Work request
Your answer should be every line with the word "linejoin", copied from the data below.

Given records
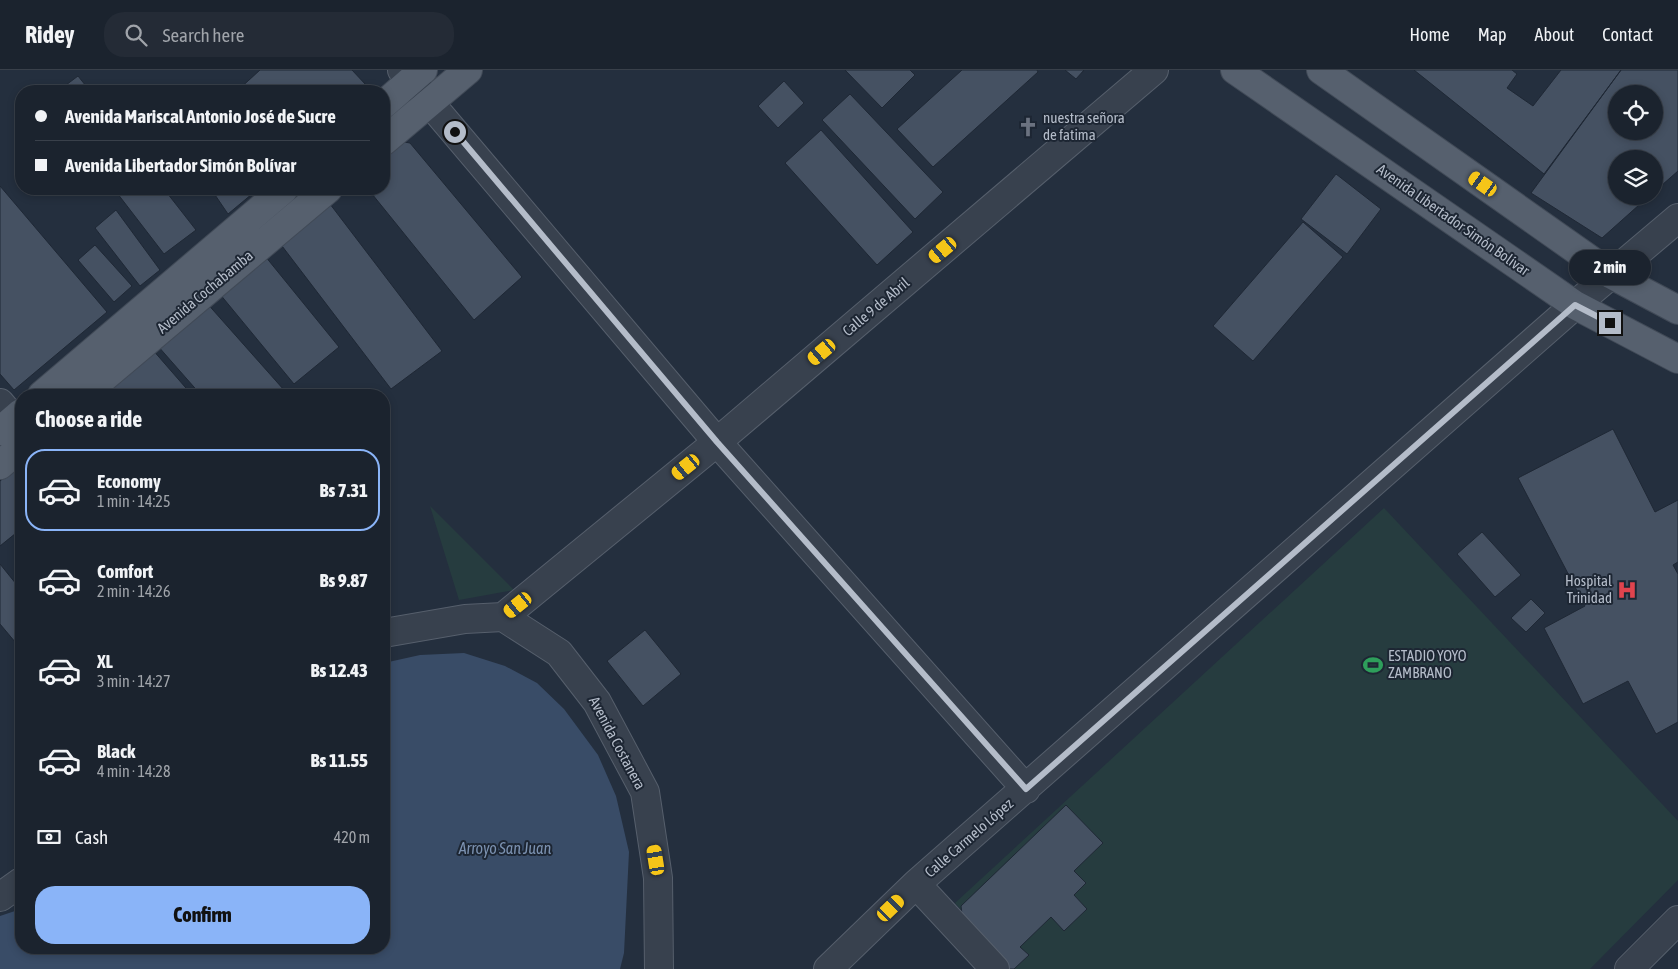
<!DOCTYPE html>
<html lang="en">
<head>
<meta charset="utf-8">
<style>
	body { margin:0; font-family:"Asap Condensed",sans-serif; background:#242b36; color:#f1f3f6; height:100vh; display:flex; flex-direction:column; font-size:19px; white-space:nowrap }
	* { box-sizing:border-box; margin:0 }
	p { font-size:16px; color:#a0a4aa }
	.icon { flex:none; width:28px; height:28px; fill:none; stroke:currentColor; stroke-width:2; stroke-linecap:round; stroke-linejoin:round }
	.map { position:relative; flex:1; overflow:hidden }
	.drawer { position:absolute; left:15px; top:319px; width:375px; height:565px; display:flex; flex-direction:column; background:#1b232e; border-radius:20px; box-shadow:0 2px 8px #0003,0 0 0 1px #39404a }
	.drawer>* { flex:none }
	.top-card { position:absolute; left:15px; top:15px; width:375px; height:110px; border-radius:20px; box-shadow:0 2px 8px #0003,0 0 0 1px #39404a; display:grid; align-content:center; height:110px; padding:0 20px; background:#1b232e }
	.tools { position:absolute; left:1608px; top:15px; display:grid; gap:10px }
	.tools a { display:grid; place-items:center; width:55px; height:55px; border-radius:50%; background:#1b232e; box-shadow:0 2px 8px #0003,0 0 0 1px #39404a; font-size:25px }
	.end { position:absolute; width:22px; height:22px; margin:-11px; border:6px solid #b4bcc9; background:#111; box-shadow:0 0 0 2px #111 }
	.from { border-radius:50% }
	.bubble { position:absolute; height:35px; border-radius:18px; background:#1b232e; box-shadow:0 2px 8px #0003,0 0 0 1px #39404a; font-size:16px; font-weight:800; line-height:35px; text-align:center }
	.car { position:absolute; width:15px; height:30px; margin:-15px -8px; border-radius:6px; box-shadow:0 0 4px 1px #0007; background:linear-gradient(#f5c518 24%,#345 0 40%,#f5c518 0 76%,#345 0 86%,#f5c518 0) }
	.top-card b { display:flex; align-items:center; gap:18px; height:48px; font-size:19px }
	.top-card b+b { border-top:1px solid #39404a }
	.top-card i { width:12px; height:12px; background:#f1f3f6 }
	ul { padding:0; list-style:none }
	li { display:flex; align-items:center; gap:15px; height:82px; margin:0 10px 8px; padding:0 10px; border:2px solid transparent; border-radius:20px }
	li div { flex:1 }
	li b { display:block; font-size:19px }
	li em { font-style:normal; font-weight:800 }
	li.selected { border-color:#8ab4f8 }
	li>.icon { width:45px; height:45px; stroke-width:1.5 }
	h2 { padding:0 20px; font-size:22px; line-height:60px }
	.pay { display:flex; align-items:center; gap:12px; height:55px; padding:0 20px; font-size:19px }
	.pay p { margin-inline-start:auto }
	.primary-button { display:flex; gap:10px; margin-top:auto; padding:10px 20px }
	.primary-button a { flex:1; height:58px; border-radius:20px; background:#8ab4f8; color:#111; font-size:20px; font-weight:800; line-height:58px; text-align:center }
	header { display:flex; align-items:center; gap:30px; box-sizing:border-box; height:70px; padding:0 25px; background:#1b232e; border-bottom:1px solid #39404a }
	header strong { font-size:24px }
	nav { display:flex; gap:28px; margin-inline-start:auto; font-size:18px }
	.search { width:350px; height:45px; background:#242b36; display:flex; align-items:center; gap:12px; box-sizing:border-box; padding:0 18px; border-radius:20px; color:#a0a4aa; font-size:19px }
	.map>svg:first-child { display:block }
</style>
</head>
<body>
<header>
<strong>Ridey</strong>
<div class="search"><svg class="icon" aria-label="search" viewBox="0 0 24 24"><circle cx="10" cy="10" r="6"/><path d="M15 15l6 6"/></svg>Search here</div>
<nav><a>Home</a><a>Map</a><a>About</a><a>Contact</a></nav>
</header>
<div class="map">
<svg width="1678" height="899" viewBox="0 0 1678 899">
	<rect width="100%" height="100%" fill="#242f3e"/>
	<!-- green -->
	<path fill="#263c3f" d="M 430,436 L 514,520 L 459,530 Z
		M 1384,438 L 1678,751 L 1678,810 L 1590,899 L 1015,899 L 955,833 Z"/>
	<!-- water -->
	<path fill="#394c67" d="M 464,583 L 505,596 L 537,613 L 564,639 L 598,685 L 616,726 L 629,782 L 624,883 L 620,899 L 0,899 L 0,846 L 21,839 L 21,878 L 384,878 L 384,593 L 420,585 Z"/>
	<!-- building -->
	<path fill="#455162" stroke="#1f2835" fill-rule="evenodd" d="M 260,0 L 352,0 L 366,15 L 359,21 L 237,21 Z
		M 845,0 L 910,0 L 915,5 L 882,38 Z
		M 962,0 L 1037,0 L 1038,2 L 933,97 L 897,59 Z
		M 1065,0 L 1084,0 L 1076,9 Z
		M 1414,0 L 1512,0 L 1517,4 L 1507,18 L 1533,36 L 1561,0 L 1621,0 L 1544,104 Z
		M 1621,0 L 1678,0 L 1678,101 L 1654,122 L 1654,89 L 1616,89 L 1616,126 L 1649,126 L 1602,168 L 1531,123 ZM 1616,24 L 1654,24 L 1654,61 L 1616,61 Z
		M 78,6 L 90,21 L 58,21 Z
		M 784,11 L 804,33 L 778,58 L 758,36 Z
		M 850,24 L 943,122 L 915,149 L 822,50 Z
		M 821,60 L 913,162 L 877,195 L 785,93 Z
		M 393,70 L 410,73 L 522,207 L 474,250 L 368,119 L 384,119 L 384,78 Z
		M 1336,104 L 1381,139 L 1347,184 L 1301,149 Z
		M 0,116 L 107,242 L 14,320 L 0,304 Z
		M 114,119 L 164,119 L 196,160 L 164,184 Z
		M 211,119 L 258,119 L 228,144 Z
		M 330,134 L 442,281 L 391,319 L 279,172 Z
		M 116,140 L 160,200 L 140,216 L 95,158 Z
		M 1303,152 L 1343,187 L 1253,291 L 1213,256 Z
		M 95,175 L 132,216 L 114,232 L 78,190 Z
		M 265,186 L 339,277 L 294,314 L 219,223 Z
		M 205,231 L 284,320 L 278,325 L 201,325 L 157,275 Z
		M 152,279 L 192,325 L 99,325 Z
		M 1613,359 L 1655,442 L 1678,430 L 1678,492 L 1673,495 L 1678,504 L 1678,652 L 1656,664 L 1628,611 L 1583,634 L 1544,558 L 1585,536 L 1518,408 Z
		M 21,393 L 21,459 L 0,476 L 0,411 Z
		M 1482,462 L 1521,505 L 1495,527 L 1457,484 Z
		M 0,494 L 21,520 L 21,579 L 0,554 Z
		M 1531,529 L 1545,543 L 1526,562 L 1511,548 Z
		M 645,560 L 681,604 L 643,636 L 607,591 Z
		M 1066,735 L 1103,773 L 1074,801 L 1086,813 L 1074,825 L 1087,839 L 1064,861 L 1051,847 L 1020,877 L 1029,885 L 1014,899 L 1008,899 L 963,852 L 961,836 Z"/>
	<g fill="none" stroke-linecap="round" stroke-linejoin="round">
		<defs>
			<path id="minor" d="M 402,0 L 717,372 L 1026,719
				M 0,333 L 21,358
				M 503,547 L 717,372 L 1154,0
				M 384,563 L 465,549 L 503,547 L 559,583 L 597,632 L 645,722 L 658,808 L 659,899
				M 916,814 L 995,899
				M 0,827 L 21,812
				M 828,899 L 916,814 L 1575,235 L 1678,148
				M 1629,899 L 1678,850"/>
			<path id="major" d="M 1235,0 L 1575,235 L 1678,289
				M 1321,0 L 1612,205 L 1678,240
				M 384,34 L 423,0
				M 384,71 L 468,0
				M 42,325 L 284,119
				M 83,325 L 328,119
				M 0,361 L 21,343
				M 0,395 L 21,377"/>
		</defs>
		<!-- minor casing -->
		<use href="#minor" stroke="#565f6c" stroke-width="30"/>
		<!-- major casing -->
		<use href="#major" stroke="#414a57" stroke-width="30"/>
		<!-- minor -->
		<use href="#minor" stroke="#38414e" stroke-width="28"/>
		<!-- major -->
		<use href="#major" stroke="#56606e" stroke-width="28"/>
	</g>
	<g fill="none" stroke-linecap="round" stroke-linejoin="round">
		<!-- route -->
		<path stroke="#b4bcc9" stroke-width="6" d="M 455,62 L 717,372 L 1026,719 L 1575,235 L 1610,253"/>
	</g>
	<!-- icons -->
	<defs>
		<symbol id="church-bare" viewBox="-9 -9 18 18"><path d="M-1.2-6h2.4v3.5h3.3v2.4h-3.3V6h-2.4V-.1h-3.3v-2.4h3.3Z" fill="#6b7280" stroke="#1d2633" stroke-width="2.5" paint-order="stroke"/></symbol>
		<symbol id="hospital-bare" viewBox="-9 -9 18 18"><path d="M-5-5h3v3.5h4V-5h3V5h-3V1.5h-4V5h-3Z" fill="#e0444e" stroke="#1d2633" stroke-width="2.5" paint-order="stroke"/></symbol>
		<symbol id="stadium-bare" viewBox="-9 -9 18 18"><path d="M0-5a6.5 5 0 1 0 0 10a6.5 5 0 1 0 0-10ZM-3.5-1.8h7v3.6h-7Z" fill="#2e9e5b" stroke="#1d2633" stroke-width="2.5" paint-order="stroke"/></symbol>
	</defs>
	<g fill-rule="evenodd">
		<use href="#church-bare" x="1014" y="43" width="28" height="28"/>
		<use href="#hospital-bare" x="1613" y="506" width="28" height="28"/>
		<use href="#stadium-bare" x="1359" y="581" width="28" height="28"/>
	</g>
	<g text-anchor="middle" stroke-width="4" stroke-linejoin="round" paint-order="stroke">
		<!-- poi labels -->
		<g font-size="15" fill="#b4bcc9" stroke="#1d2633" text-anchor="start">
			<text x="1043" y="53">nuestra señora<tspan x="1043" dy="17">de fatima</tspan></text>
			<text x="1612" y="516" text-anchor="end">Hospital<tspan x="1612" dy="17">Trinidad</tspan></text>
			<text x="1388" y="591">ESTADIO YOYO<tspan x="1388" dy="17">ZAMBRANO</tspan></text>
		</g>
		<!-- street labels -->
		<g font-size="15" fill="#b4bcc9" stroke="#1d2633">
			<text transform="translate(1453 150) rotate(35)" y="5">Avenida Libertador Simón Bolívar</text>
			<text transform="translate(205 222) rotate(-40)" y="5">Avenida Cochabamba</text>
			<text transform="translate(876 237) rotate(-40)" y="5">Calle 9 de Abril</text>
			<text transform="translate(617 673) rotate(62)" y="5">Avenida Costanera</text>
			<text transform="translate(969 768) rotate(-41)" y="5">Calle Carmelo López</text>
		</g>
		<!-- water labels -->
		<g font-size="16" font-style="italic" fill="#7c92b1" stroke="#1d2633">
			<text x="505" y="784">Arroyo San Juan</text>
		</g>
	</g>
</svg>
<div class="tools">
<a><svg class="icon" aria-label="locate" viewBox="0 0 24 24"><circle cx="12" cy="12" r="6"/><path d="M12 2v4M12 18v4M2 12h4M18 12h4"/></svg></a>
<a><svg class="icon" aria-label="layers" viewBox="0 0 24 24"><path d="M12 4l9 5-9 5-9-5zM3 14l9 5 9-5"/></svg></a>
</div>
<i class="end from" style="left:455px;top:62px"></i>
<i class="end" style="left:1610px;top:253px"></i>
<div class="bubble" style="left:1569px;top:180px;width:82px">2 min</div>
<i class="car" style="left:1483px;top:114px;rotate:305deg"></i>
<i class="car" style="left:943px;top:180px;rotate:230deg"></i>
<i class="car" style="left:822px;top:282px;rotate:230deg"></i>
<i class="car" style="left:686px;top:397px;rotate:231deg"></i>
<i class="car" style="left:518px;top:535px;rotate:231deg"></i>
<i class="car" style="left:656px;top:790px;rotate:351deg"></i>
<i class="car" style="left:891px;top:838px;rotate:46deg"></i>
<div class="top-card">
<b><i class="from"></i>Avenida Mariscal Antonio José de Sucre</b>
<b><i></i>Avenida Libertador Simón Bolívar</b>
</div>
<section class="drawer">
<h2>Choose a ride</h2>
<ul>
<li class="selected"><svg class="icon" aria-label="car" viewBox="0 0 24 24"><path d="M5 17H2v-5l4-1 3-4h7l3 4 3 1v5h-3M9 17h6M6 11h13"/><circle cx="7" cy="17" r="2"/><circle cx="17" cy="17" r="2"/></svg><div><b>Economy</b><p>1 min · 14:25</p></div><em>Bs 7.31</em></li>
<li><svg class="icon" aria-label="car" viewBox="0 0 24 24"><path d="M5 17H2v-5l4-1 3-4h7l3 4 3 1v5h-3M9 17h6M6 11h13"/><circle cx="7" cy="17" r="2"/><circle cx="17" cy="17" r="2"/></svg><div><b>Comfort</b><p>2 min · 14:26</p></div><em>Bs 9.87</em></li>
<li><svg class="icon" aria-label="car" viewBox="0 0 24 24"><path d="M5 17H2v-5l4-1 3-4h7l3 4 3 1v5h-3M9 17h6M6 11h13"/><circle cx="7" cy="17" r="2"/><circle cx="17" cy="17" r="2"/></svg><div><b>XL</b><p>3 min · 14:27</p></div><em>Bs 12.43</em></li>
<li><svg class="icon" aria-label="car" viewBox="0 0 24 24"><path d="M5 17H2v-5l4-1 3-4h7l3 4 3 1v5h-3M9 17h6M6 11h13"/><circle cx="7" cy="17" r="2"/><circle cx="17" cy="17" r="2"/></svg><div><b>Black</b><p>4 min · 14:28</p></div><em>Bs 11.55</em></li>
</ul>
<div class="pay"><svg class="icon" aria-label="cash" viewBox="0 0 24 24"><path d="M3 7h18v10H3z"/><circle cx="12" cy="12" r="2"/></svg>Cash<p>420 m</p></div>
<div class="primary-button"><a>Confirm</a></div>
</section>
</div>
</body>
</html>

Output
	.icon { flex:none; width:28px; height:28px; fill:none; stroke:currentColor; stroke-width:2; stroke-linecap:round; stroke-linejoin:round }
	<g fill="none" stroke-linecap="round" stroke-linejoin="round">
	<g fill="none" stroke-linecap="round" stroke-linejoin="round">
	<g text-anchor="middle" stroke-width="4" stroke-linejoin="round" paint-order="stroke">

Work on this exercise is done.